I'm on MacOS so I'm using Preview to view the PDF, and I have the same problem that it doesn't refresh anymore after the first change. Then I close the preview and re-open it, and then the refresh works again but only once.

In the GIF, it is hard/impossible to see but I can confirm that even when the PDF is generated/shown empty Sumatra does trigger a refresh (there is a quick flickering probably removed by the GIF converter because too quick...).

For me the file is "really" not generated/written correctly. If I reopen, it is still empty.

When I run md-to-pdf as a separate process after each change, I still have the same issue that Preview only refreshes after the first change, even though the file is updated correctly.

For me, after each change the viewer is refreshing correctly the file when doing it manually.

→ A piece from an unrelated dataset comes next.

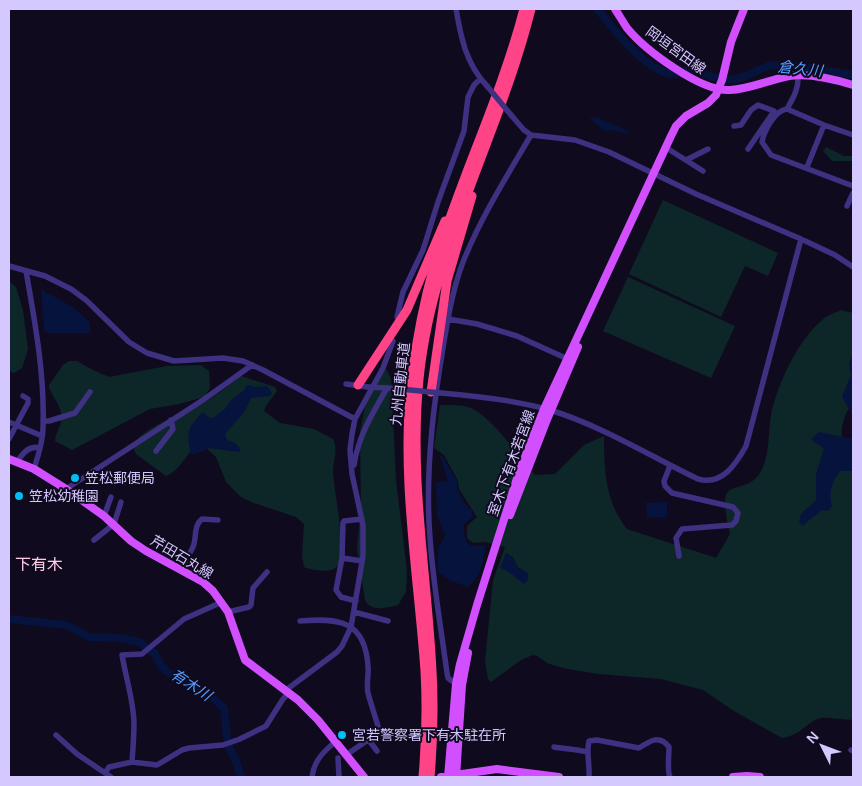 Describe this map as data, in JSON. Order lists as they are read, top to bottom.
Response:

demo_bug_watch_md_to_pdf_manual_process_check

Not sure what PDF viewer there is for Windows that supports this as well but I'm sure you'll find one (:

I am using SumatraPDF which support hot reload. At least, it was the first result when I did a google search on a PDF reader that doesn't block the *.pdf file when reading it.

An easier way to visualise the problem, is by using the html output as we can directly read the HTML file as it is just a text file.

demo_bug_watch_md_to_pdf_html_output

Note: When I am not recording the watch mode works always once only. When recording it seems like it was more random perhaps due to my computer recording my screen (so being slower?)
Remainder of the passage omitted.